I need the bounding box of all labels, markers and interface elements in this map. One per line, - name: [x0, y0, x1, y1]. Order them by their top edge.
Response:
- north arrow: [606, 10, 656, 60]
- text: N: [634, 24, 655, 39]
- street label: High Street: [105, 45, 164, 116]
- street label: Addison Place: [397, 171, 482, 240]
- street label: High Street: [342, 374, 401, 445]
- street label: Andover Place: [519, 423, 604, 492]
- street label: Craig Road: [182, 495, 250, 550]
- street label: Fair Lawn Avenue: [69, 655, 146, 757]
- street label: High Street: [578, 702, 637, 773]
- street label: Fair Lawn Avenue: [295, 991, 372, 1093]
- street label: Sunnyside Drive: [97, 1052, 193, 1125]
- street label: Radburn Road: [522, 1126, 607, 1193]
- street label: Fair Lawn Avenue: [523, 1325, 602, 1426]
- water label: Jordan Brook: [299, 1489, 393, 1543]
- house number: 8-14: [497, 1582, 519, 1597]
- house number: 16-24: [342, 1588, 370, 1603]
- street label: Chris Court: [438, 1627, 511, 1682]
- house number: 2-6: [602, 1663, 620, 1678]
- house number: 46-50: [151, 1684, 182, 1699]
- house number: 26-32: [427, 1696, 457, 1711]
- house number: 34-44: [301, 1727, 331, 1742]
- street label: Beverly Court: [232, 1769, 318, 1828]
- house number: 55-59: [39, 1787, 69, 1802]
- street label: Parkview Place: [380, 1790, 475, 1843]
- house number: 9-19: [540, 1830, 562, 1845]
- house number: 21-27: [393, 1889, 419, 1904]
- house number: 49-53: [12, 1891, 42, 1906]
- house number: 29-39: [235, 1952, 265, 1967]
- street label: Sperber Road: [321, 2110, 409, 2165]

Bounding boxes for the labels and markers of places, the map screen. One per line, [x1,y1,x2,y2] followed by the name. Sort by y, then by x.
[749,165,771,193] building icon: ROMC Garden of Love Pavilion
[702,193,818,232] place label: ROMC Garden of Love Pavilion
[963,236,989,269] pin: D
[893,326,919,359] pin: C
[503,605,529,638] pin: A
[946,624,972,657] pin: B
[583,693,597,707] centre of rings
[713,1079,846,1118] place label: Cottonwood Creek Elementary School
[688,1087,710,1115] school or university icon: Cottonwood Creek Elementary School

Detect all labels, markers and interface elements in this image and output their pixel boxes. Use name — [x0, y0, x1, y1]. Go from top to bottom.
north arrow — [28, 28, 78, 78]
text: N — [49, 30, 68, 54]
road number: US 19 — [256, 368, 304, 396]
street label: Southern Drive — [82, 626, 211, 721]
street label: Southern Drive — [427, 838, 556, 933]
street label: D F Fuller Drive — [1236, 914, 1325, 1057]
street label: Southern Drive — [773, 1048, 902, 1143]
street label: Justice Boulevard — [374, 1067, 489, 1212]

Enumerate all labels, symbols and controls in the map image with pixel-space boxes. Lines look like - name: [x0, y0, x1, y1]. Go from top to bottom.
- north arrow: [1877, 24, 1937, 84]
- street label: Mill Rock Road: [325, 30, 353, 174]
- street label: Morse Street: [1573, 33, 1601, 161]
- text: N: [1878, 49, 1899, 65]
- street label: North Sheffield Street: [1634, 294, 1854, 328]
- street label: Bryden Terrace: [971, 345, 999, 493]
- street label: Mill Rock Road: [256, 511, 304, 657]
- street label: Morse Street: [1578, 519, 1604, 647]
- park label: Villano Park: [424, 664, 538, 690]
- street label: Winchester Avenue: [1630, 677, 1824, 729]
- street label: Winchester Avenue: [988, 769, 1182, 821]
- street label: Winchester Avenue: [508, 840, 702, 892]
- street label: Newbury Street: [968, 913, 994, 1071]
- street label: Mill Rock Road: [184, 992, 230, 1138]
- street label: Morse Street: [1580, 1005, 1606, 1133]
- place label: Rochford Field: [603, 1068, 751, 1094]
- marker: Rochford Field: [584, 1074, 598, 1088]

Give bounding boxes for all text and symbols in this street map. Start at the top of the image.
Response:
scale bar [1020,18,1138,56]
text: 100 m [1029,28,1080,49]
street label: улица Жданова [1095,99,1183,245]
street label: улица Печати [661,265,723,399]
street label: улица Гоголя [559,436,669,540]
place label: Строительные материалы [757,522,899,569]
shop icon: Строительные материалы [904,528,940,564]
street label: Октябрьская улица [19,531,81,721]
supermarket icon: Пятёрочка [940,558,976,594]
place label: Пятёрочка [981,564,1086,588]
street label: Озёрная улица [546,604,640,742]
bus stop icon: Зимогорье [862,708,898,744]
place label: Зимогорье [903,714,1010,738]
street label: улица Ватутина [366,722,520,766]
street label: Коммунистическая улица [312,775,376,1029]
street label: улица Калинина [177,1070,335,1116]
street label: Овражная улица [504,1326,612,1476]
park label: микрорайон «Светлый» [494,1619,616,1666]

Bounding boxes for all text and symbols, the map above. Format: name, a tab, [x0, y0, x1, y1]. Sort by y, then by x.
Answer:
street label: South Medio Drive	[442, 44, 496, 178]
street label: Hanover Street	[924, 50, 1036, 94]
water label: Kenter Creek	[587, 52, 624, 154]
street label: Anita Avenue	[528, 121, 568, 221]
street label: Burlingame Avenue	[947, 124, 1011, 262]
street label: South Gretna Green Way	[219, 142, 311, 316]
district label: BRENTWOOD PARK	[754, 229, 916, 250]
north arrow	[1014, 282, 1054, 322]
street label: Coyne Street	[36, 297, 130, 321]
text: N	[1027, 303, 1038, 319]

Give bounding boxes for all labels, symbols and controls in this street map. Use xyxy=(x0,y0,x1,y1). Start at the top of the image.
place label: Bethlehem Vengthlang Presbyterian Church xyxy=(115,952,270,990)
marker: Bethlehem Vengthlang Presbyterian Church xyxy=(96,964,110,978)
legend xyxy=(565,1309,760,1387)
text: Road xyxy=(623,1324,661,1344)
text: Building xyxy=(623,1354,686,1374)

================

▸ **Aim of the exercise**: Exact retyping of every entry is required.

▸ **Solution to the exercise**:
I need the bounding box of all labels, markers and interface elements in this map. One per line, - name: [x0, y0, x1, y1]. Order them by their top edge.
Response:
- north arrow: [606, 10, 656, 60]
- text: N: [634, 24, 655, 39]
- street label: High Street: [105, 45, 164, 116]
- street label: Addison Place: [397, 171, 482, 240]
- street label: High Street: [342, 374, 401, 445]
- street label: Andover Place: [519, 423, 604, 492]
- street label: Craig Road: [182, 495, 250, 550]
- street label: Fair Lawn Avenue: [69, 655, 146, 757]
- street label: High Street: [578, 702, 637, 773]
- street label: Fair Lawn Avenue: [295, 991, 372, 1093]
- street label: Sunnyside Drive: [97, 1052, 193, 1125]
- street label: Radburn Road: [522, 1126, 607, 1193]
- street label: Fair Lawn Avenue: [523, 1325, 602, 1426]
- water label: Jordan Brook: [299, 1489, 393, 1543]
- house number: 8-14: [497, 1582, 519, 1597]
- house number: 16-24: [342, 1588, 370, 1603]
- street label: Chris Court: [438, 1627, 511, 1682]
- house number: 2-6: [602, 1663, 620, 1678]
- house number: 46-50: [151, 1684, 182, 1699]
- house number: 26-32: [427, 1696, 457, 1711]
- house number: 34-44: [301, 1727, 331, 1742]
- street label: Beverly Court: [232, 1769, 318, 1828]
- house number: 55-59: [39, 1787, 69, 1802]
- street label: Parkview Place: [380, 1790, 475, 1843]
- house number: 9-19: [540, 1830, 562, 1845]
- house number: 21-27: [393, 1889, 419, 1904]
- house number: 49-53: [12, 1891, 42, 1906]
- house number: 29-39: [235, 1952, 265, 1967]
- street label: Sperber Road: [321, 2110, 409, 2165]

Bounding boxes for the labels and markers of places, the map screen. One per line, [x1,y1,x2,y2] followed by the name. Sort by y, then by x.
[749,165,771,193] building icon: ROMC Garden of Love Pavilion
[702,193,818,232] place label: ROMC Garden of Love Pavilion
[963,236,989,269] pin: D
[893,326,919,359] pin: C
[503,605,529,638] pin: A
[946,624,972,657] pin: B
[583,693,597,707] centre of rings
[713,1079,846,1118] place label: Cottonwood Creek Elementary School
[688,1087,710,1115] school or university icon: Cottonwood Creek Elementary School

Detect all labels, markers and interface elements in this image and output their pixel boxes. Use name — [x0, y0, x1, y1]. Go from top to bottom.
north arrow — [28, 28, 78, 78]
text: N — [49, 30, 68, 54]
road number: US 19 — [256, 368, 304, 396]
street label: Southern Drive — [82, 626, 211, 721]
street label: Southern Drive — [427, 838, 556, 933]
street label: D F Fuller Drive — [1236, 914, 1325, 1057]
street label: Southern Drive — [773, 1048, 902, 1143]
street label: Justice Boulevard — [374, 1067, 489, 1212]

Enumerate all labels, symbols and controls in the map image with pixel-space boxes. Lines look like - name: [x0, y0, x1, y1]. Go from top to bottom.
- north arrow: [1877, 24, 1937, 84]
- street label: Mill Rock Road: [325, 30, 353, 174]
- street label: Morse Street: [1573, 33, 1601, 161]
- text: N: [1878, 49, 1899, 65]
- street label: North Sheffield Street: [1634, 294, 1854, 328]
- street label: Bryden Terrace: [971, 345, 999, 493]
- street label: Mill Rock Road: [256, 511, 304, 657]
- street label: Morse Street: [1578, 519, 1604, 647]
- park label: Villano Park: [424, 664, 538, 690]
- street label: Winchester Avenue: [1630, 677, 1824, 729]
- street label: Winchester Avenue: [988, 769, 1182, 821]
- street label: Winchester Avenue: [508, 840, 702, 892]
- street label: Newbury Street: [968, 913, 994, 1071]
- street label: Mill Rock Road: [184, 992, 230, 1138]
- street label: Morse Street: [1580, 1005, 1606, 1133]
- place label: Rochford Field: [603, 1068, 751, 1094]
- marker: Rochford Field: [584, 1074, 598, 1088]

Give bounding boxes for all text and symbols in this street map. Start at the top of the image.
Response:
scale bar [1020,18,1138,56]
text: 100 m [1029,28,1080,49]
street label: улица Жданова [1095,99,1183,245]
street label: улица Печати [661,265,723,399]
street label: улица Гоголя [559,436,669,540]
place label: Строительные материалы [757,522,899,569]
shop icon: Строительные материалы [904,528,940,564]
street label: Октябрьская улица [19,531,81,721]
supermarket icon: Пятёрочка [940,558,976,594]
place label: Пятёрочка [981,564,1086,588]
street label: Озёрная улица [546,604,640,742]
bus stop icon: Зимогорье [862,708,898,744]
place label: Зимогорье [903,714,1010,738]
street label: улица Ватутина [366,722,520,766]
street label: Коммунистическая улица [312,775,376,1029]
street label: улица Калинина [177,1070,335,1116]
street label: Овражная улица [504,1326,612,1476]
park label: микрорайон «Светлый» [494,1619,616,1666]

Bounding boxes for all text and symbols, the map above. Format: name, a tab, [x0, y0, x1, y1]. Sort by y, then by x.
Answer:
street label: South Medio Drive	[442, 44, 496, 178]
street label: Hanover Street	[924, 50, 1036, 94]
water label: Kenter Creek	[587, 52, 624, 154]
street label: Anita Avenue	[528, 121, 568, 221]
street label: Burlingame Avenue	[947, 124, 1011, 262]
street label: South Gretna Green Way	[219, 142, 311, 316]
district label: BRENTWOOD PARK	[754, 229, 916, 250]
north arrow	[1014, 282, 1054, 322]
street label: Coyne Street	[36, 297, 130, 321]
text: N	[1027, 303, 1038, 319]

Give bounding boxes for all labels, symbols and controls in this street map. Use xyxy=(x0,y0,x1,y1). Start at the top of the image.
place label: Bethlehem Vengthlang Presbyterian Church xyxy=(115,952,270,990)
marker: Bethlehem Vengthlang Presbyterian Church xyxy=(96,964,110,978)
legend xyxy=(565,1309,760,1387)
text: Road xyxy=(623,1324,661,1344)
text: Building xyxy=(623,1354,686,1374)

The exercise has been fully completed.